## Source information
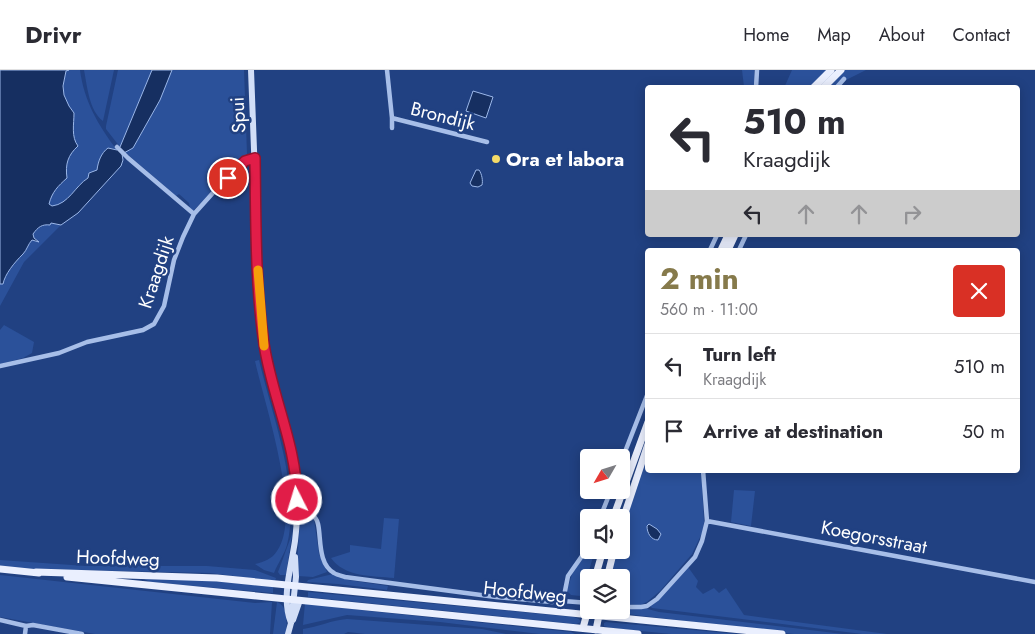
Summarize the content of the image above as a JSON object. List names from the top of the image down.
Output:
{
  "streets": {
    "main road": ["Spui", "Hoofdweg"],
    "street": ["Brondijk", "Kraagdijk", "Koegorsstraat"]
  },
  "crossings": [
    ["Spui", "Kraagdijk"],
    ["Spui", "Hoofdweg"]
  ],
  "places": ["Ora et labora"],
  "north": "bottom left",
  "page": {
    "header": "Drivr",
    "nav": [
      "Home",
      "Map",
      "About",
      "Contact"
    ],
    "turn": ["510 m", "Kraagdijk"],
    "heading": ["2 min", "560 m · 11:00"],
    "list": [
      {
        "name": "Turn left",
        "note": "Kraagdijk",
        "value": "510 m"
      },
      {
        "name": "Arrive at destination",
        "value": "50 m"
      }
    ]
  }
}
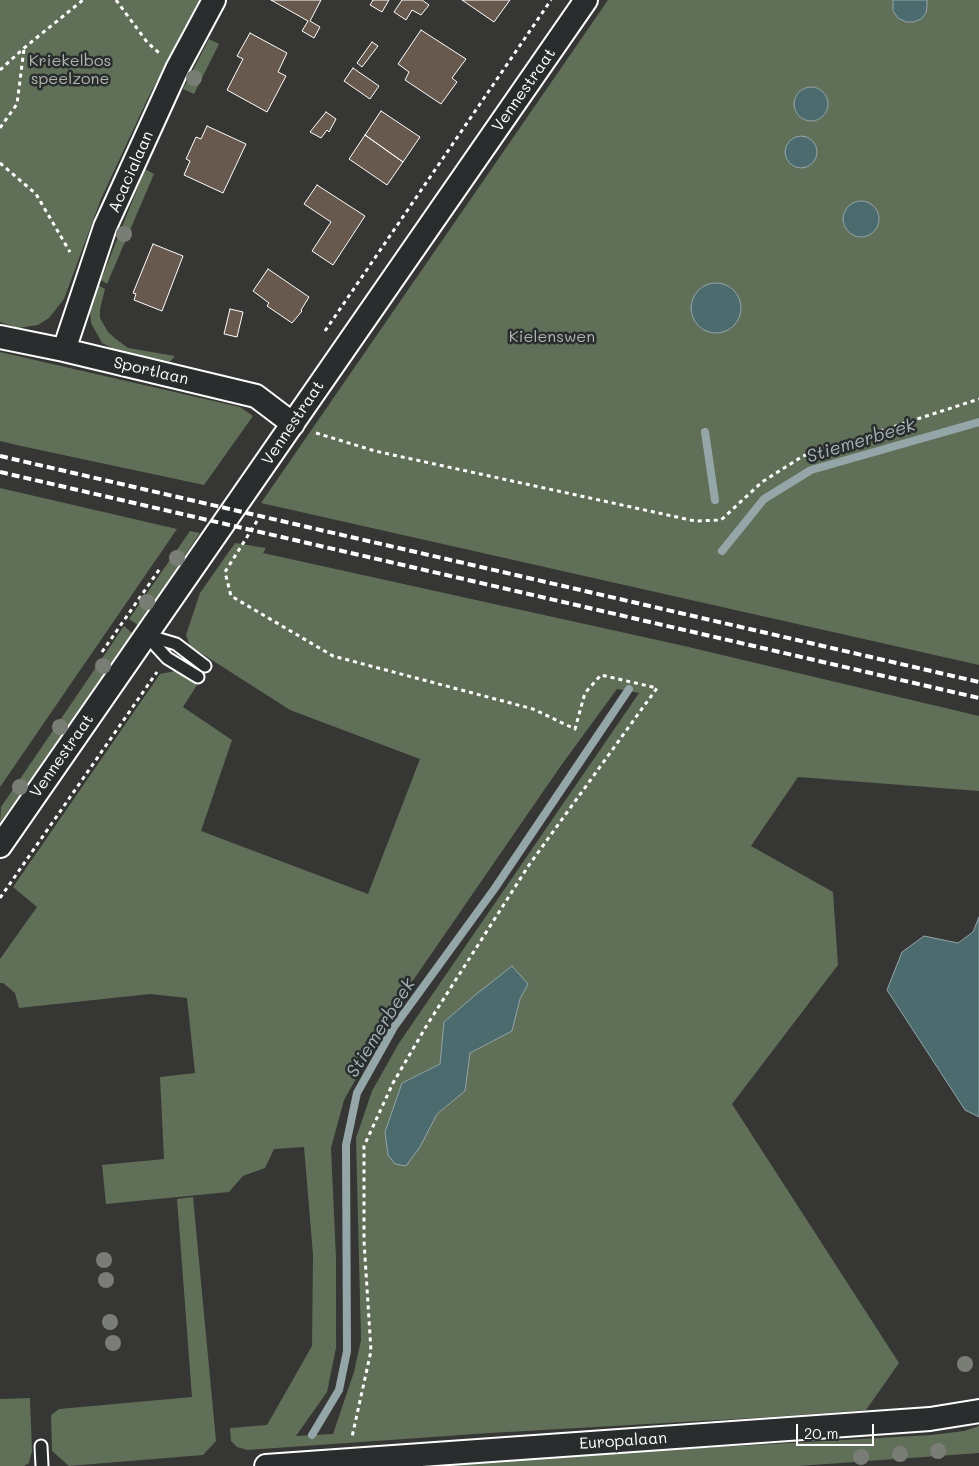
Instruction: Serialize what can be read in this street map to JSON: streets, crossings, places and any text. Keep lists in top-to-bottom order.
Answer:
{
  "streets": {
    "street": [
      "Vennestraat",
      "Acacialaan",
      "Sportlaan",
      "Europalaan"
    ]
  },
  "crossings": [
    ["Vennestraat", "Sportlaan"],
    ["Acacialaan", "Sportlaan"]
  ],
  "water": ["Stiemerbeek"],
  "parks": ["Kriekelbos speelzone", "Kielenswen"],
  "scale_bar": "20 m"
}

## Problem details
Extract, from the listing above, every line where the string "JSON" occurs.

## Answer to this exercise
Summarize the content of the image above as a JSON object. List names from the top of the image down.
Instruction: Serialize what can be read in this street map to JSON: streets, crossings, places and any text. Keep lists in top-to-bottom order.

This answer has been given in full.